### What the task requires
Among the records that follow, find the line with "display:grid; grid-template-columns:32px 1fr" and the line with "text-anchor:middle; stroke-width:5; stroke-linejoin:round;". Set down those lines and all lines between them exactly, without adding anything.

═══ Recorded information ═══

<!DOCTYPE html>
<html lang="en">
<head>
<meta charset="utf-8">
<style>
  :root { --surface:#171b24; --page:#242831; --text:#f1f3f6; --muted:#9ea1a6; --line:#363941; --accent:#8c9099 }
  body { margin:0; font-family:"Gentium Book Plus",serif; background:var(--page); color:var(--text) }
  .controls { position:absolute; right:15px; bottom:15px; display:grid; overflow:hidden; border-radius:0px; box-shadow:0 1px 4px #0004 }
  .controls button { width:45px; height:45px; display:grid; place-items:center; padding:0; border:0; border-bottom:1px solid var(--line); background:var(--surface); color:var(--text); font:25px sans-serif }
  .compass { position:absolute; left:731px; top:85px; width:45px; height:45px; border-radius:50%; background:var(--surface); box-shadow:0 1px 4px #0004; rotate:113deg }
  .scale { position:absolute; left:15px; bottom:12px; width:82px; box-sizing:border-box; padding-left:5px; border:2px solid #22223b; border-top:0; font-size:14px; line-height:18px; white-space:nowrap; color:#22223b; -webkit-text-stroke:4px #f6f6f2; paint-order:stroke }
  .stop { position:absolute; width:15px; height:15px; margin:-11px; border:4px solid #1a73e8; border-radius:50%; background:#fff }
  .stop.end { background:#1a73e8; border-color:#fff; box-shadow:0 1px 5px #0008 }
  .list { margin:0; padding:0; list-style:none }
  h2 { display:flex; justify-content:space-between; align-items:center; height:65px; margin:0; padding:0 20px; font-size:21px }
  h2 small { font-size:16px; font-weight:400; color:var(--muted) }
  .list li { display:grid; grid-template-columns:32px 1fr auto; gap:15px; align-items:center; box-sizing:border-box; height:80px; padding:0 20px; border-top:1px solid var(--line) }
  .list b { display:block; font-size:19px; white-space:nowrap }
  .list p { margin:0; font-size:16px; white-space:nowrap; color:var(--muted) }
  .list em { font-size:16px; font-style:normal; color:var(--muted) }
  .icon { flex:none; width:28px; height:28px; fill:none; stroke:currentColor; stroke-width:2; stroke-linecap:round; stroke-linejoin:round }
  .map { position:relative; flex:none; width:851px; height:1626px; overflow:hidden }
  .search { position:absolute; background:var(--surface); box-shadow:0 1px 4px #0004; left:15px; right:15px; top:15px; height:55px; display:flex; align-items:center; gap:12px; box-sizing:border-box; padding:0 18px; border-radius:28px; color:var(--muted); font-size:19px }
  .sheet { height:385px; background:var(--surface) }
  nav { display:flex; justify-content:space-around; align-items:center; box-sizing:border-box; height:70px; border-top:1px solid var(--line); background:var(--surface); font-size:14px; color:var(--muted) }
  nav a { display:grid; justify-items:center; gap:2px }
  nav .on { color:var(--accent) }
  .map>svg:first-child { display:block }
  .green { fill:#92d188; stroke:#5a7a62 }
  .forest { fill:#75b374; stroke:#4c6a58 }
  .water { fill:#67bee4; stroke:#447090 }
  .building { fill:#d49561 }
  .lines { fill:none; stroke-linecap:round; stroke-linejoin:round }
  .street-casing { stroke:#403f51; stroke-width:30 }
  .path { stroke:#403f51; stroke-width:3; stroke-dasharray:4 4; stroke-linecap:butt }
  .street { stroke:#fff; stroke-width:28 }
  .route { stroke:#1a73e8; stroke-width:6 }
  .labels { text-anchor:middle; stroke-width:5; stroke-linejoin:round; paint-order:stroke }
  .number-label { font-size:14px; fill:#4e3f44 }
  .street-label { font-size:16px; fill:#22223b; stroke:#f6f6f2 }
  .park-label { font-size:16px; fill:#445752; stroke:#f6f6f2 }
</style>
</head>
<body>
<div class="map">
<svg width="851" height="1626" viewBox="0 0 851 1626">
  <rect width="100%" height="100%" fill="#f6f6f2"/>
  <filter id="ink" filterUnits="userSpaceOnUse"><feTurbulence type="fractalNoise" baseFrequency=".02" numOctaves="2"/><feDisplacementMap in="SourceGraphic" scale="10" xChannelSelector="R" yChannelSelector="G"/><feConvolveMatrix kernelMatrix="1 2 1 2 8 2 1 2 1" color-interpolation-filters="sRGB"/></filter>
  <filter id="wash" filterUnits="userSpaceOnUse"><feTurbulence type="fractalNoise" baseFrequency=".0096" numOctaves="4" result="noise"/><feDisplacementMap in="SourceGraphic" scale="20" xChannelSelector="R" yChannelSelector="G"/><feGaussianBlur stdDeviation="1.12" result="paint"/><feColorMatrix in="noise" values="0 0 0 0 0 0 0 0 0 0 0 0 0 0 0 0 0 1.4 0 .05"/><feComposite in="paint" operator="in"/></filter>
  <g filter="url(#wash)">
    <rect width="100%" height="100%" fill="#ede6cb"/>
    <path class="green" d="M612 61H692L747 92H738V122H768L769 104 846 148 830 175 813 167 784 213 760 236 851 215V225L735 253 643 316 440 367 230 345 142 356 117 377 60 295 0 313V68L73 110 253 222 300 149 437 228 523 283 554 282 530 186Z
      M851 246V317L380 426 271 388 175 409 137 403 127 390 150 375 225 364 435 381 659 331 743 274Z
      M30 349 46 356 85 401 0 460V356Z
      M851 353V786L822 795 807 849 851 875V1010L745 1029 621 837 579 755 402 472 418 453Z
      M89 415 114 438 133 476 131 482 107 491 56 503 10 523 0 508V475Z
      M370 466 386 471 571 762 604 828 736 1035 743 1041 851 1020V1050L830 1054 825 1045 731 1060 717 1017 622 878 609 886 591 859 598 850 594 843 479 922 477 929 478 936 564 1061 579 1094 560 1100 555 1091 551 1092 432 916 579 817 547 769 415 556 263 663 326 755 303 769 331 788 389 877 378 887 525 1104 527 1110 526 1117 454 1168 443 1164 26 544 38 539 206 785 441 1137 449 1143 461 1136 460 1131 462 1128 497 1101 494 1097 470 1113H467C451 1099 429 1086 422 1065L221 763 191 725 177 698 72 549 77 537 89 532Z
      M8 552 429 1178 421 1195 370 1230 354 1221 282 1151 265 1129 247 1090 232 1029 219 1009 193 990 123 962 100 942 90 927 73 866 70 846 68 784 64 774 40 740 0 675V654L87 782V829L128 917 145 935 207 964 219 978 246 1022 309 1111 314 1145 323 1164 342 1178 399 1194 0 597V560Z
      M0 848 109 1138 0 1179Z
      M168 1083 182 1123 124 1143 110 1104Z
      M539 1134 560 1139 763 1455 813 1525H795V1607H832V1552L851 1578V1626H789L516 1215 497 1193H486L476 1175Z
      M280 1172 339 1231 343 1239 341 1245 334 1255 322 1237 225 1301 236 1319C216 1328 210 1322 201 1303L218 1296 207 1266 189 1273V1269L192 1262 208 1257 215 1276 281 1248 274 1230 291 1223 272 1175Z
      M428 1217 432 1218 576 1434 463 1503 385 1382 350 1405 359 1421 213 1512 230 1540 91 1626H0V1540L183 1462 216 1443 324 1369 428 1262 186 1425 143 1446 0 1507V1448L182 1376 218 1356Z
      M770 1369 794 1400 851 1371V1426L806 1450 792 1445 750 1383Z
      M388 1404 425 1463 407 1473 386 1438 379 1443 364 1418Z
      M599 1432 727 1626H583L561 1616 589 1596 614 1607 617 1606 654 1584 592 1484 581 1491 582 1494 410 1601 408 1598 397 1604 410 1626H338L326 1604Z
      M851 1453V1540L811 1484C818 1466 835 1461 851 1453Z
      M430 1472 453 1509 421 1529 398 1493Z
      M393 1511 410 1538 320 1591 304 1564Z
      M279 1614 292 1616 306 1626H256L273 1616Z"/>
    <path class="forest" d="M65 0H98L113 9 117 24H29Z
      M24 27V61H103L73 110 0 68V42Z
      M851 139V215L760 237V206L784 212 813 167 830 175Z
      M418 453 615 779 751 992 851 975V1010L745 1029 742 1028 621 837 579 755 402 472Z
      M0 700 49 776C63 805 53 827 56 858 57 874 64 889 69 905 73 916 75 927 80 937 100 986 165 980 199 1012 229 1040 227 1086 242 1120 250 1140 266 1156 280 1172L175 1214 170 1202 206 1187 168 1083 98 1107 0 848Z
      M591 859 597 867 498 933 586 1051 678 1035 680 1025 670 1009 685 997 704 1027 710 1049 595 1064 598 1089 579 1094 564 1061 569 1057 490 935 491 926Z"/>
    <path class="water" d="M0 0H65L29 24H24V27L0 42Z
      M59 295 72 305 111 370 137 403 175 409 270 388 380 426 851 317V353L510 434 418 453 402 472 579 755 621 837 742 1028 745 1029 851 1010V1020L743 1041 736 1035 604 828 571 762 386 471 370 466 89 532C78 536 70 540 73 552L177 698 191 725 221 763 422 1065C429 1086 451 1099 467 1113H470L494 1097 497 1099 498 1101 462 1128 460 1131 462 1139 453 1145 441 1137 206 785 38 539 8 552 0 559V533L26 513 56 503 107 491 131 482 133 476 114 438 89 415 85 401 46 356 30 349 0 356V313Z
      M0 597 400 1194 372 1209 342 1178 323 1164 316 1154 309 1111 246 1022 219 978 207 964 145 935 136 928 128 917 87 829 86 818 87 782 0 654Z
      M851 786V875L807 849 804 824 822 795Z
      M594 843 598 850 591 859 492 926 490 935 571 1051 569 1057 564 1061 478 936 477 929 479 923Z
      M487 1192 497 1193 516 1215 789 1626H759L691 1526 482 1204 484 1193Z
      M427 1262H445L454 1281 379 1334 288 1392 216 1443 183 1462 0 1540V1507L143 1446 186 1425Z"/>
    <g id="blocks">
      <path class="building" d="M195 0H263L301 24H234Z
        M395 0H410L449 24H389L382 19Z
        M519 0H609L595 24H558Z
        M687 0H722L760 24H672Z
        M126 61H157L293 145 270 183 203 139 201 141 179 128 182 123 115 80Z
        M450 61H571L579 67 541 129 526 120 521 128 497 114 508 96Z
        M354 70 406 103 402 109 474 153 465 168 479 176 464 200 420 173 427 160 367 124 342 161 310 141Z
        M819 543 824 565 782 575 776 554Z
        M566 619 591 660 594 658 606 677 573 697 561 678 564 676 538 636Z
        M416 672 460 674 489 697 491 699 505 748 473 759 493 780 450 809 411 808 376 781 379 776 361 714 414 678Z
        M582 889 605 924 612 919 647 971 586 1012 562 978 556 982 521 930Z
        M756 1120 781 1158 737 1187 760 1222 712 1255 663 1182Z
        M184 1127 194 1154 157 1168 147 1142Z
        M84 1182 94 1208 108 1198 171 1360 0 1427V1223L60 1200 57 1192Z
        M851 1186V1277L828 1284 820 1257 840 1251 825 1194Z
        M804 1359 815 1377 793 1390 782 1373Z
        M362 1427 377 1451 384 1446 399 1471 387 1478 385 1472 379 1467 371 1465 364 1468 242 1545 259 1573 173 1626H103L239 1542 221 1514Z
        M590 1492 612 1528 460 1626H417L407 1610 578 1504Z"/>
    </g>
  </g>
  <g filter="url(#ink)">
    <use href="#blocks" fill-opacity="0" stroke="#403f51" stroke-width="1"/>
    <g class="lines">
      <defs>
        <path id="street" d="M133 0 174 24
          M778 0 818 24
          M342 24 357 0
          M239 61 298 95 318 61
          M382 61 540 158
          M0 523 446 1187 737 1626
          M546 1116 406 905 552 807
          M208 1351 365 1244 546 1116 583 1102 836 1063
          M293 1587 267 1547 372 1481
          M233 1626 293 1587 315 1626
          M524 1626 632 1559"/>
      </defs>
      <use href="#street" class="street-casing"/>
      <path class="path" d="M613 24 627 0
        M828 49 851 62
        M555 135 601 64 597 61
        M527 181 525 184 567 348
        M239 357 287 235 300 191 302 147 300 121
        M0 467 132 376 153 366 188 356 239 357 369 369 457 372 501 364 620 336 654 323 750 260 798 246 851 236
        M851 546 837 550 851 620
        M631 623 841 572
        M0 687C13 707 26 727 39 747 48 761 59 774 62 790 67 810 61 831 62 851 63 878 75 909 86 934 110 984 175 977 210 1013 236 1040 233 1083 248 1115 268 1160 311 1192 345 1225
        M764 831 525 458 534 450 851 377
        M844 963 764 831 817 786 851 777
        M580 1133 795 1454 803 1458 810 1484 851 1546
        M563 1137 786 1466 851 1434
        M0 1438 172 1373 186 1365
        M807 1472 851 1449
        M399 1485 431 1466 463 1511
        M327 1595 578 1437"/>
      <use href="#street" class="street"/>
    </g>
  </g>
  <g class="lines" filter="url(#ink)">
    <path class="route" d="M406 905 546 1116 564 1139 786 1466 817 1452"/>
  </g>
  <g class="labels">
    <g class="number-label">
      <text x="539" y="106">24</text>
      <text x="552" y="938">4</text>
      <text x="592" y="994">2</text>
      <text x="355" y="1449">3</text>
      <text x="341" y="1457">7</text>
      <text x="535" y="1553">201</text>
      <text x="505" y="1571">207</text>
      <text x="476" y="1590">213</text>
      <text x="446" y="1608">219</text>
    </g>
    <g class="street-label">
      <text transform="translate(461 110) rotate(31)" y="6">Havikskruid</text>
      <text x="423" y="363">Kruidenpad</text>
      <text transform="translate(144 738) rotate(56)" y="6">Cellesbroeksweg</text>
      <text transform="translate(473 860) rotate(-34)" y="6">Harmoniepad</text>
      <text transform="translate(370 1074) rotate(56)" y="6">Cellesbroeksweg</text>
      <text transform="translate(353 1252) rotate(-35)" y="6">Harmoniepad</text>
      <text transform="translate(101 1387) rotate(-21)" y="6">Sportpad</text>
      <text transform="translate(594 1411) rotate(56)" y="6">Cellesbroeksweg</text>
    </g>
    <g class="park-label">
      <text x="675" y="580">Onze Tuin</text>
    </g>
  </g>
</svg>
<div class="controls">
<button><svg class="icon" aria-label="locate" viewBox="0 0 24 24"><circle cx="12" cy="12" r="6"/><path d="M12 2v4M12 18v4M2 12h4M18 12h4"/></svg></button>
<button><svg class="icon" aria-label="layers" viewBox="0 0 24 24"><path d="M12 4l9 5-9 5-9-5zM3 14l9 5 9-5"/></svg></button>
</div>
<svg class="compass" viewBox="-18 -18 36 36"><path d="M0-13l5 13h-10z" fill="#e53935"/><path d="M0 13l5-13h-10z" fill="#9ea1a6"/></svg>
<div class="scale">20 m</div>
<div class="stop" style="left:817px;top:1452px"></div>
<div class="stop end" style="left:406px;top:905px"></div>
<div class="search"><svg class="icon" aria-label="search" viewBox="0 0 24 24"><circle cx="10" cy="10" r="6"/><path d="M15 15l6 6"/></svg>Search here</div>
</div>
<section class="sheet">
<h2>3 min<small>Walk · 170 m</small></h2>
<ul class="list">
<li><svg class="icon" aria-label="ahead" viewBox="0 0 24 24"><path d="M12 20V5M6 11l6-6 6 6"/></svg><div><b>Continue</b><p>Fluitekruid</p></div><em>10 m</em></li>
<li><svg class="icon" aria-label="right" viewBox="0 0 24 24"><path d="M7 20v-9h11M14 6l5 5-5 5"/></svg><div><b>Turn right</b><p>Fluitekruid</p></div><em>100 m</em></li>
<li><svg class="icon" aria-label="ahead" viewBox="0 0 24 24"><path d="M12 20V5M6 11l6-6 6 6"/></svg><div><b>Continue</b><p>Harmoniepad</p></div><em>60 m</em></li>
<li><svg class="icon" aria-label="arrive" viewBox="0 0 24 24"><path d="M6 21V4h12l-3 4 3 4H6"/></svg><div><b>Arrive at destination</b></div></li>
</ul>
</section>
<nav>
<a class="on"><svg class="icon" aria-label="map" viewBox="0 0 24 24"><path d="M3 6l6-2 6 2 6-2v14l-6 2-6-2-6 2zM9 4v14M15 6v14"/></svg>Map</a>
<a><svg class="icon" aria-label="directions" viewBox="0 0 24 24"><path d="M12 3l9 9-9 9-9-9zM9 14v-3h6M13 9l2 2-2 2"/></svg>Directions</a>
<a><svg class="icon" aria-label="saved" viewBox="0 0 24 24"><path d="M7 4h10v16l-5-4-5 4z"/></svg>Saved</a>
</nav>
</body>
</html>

═══

### Result below
  .list li { display:grid; grid-template-columns:32px 1fr auto; gap:15px; align-items:center; box-sizing:border-box; height:80px; padding:0 20px; border-top:1px solid var(--line) }
  .list b { display:block; font-size:19px; white-space:nowrap }
  .list p { margin:0; font-size:16px; white-space:nowrap; color:var(--muted) }
  .list em { font-size:16px; font-style:normal; color:var(--muted) }
  .icon { flex:none; width:28px; height:28px; fill:none; stroke:currentColor; stroke-width:2; stroke-linecap:round; stroke-linejoin:round }
  .map { position:relative; flex:none; width:851px; height:1626px; overflow:hidden }
  .search { position:absolute; background:var(--surface); box-shadow:0 1px 4px #0004; left:15px; right:15px; top:15px; height:55px; display:flex; align-items:center; gap:12px; box-sizing:border-box; padding:0 18px; border-radius:28px; color:var(--muted); font-size:19px }
  .sheet { height:385px; background:var(--surface) }
  nav { display:flex; justify-content:space-around; align-items:center; box-sizing:border-box; height:70px; border-top:1px solid var(--line); background:var(--surface); font-size:14px; color:var(--muted) }
  nav a { display:grid; justify-items:center; gap:2px }
  nav .on { color:var(--accent) }
  .map>svg:first-child { display:block }
  .green { fill:#92d188; stroke:#5a7a62 }
  .forest { fill:#75b374; stroke:#4c6a58 }
  .water { fill:#67bee4; stroke:#447090 }
  .building { fill:#d49561 }
  .lines { fill:none; stroke-linecap:round; stroke-linejoin:round }
  .street-casing { stroke:#403f51; stroke-width:30 }
  .path { stroke:#403f51; stroke-width:3; stroke-dasharray:4 4; stroke-linecap:butt }
  .street { stroke:#fff; stroke-width:28 }
  .route { stroke:#1a73e8; stroke-width:6 }
  .labels { text-anchor:middle; stroke-width:5; stroke-linejoin:round; paint-order:stroke }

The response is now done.